Ein sehr mutiges und ehrliches Buch, welches Johan Stenebo da geschrieben hat. Es ist keinesfalls nur "die Meinung einer Privatperson".
Das Buch enttarnt mutig die Strukturen hinter IKEAs Mauern. Fragen werden beantwortet und Vermutungen finden traurige Bestätigung. Er beschreibt sehr detailiert die Arbeitsweise von IKEA und den Umgang vor allem mit IKEAs Führungskräften. Die zunehmende Beamtenmentalität und dass "Fehler machen" inzwischen sehr wohl zur Entlassung führt. Aber auch, wohin es führt, wenn ein Unternehmen sich aus Angst vor Fehlern nicht mehr weiter entwickelt. Wenn mutige Querdenker oder Führungskräfte mit Ecken und Kanten der 80er und 90er Jahre frustriert das Unternehmen verlassen, ausgebrannt sind oder gefeuert werden, um ein System von "best practice", Kontrolle und rundgelutschten, angepassten, austauschbaren Führungskräften zu erhalten.
Er räumt auf mit der Legende vom kauzigen, menschenfreundlichen Ingavar Kamprad und stellt ihn als das dar, was er ist: Hochintelligent und kühl berechnend bis ins kleinste Detail.

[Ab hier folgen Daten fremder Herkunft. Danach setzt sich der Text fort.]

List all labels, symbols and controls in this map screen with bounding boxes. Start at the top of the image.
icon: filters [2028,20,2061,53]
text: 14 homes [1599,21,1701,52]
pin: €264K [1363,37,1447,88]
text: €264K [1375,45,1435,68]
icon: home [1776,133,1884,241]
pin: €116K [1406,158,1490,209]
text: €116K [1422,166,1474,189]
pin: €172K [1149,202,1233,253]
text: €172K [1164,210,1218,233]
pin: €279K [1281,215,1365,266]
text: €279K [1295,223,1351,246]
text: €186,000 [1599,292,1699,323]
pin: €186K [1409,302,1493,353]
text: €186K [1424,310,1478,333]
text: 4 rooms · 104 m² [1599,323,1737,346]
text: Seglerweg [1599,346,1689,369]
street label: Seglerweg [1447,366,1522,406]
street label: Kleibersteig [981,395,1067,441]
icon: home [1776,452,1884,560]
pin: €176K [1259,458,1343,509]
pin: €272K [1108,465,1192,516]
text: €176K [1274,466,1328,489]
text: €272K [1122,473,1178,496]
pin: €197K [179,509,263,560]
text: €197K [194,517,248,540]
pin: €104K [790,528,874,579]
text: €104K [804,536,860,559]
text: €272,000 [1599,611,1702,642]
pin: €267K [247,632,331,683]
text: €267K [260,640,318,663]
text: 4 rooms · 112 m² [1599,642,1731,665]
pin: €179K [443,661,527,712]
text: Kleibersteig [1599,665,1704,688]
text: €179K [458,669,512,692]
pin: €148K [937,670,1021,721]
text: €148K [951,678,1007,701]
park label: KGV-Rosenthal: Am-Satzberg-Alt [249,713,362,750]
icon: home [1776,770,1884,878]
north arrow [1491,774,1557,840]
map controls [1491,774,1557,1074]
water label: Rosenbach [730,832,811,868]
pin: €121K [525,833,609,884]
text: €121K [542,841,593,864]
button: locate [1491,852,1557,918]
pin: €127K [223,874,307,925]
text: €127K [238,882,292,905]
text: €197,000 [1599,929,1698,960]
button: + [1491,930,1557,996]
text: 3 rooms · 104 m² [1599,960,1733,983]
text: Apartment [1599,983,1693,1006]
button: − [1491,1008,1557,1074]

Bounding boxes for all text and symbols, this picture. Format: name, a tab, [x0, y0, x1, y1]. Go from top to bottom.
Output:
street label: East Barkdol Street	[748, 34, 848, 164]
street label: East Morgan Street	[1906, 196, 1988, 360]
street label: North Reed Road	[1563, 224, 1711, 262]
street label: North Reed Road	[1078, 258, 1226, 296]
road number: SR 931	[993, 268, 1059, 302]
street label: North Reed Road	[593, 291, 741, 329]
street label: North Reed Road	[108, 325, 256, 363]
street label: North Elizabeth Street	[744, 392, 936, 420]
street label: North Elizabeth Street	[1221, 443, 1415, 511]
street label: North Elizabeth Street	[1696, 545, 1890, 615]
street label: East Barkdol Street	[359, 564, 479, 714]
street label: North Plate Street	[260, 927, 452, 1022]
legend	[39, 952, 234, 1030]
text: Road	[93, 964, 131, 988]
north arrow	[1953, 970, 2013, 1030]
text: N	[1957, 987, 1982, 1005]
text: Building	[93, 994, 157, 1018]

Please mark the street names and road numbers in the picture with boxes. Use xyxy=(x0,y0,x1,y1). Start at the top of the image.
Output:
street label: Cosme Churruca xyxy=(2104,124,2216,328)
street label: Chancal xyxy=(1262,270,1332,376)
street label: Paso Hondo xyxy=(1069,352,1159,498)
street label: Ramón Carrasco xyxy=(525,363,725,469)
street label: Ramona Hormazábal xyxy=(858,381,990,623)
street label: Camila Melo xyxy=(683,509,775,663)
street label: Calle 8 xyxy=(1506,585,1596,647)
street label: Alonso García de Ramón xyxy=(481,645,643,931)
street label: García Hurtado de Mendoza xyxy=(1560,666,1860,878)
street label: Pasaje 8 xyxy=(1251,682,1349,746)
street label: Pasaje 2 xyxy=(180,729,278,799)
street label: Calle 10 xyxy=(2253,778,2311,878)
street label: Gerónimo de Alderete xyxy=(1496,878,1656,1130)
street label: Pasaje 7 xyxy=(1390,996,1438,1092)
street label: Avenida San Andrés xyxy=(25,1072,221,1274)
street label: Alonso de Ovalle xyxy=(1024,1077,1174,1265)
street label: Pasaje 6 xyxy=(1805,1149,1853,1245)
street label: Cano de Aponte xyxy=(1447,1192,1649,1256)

Es liest sich gerade für Insider spannend, da Johan Stenebo viele Akteure bei ihrem richtigen Namen nennt. Und hat man einige Zeit bei IKEA gearbeitet und ist über die Mitarbeiterebene oder das eigene Möbelhaus hinausgekommen, so kennt man eben auch viele der angesprochenen Personen oder Vorgehensweisen im Unternehmen IKEA und nickt eifrig mit dem Kopf. In vielerlei Hinsicht ist dieses Buch sogar (zu) sehr vorsichtig formuliert und zwischen den Zeilen mehr eine "Liebeserklärung" an ein großartiges Konzept. Damit dieses auch nach Ingvar Kamprads Tod erhalten werden kann, mahnt er dringend notwendige Veränderungen an, die durch die immer stärker werdende Beamtenmentalität jedoch in weite Ferne gerückt zu sein scheinen.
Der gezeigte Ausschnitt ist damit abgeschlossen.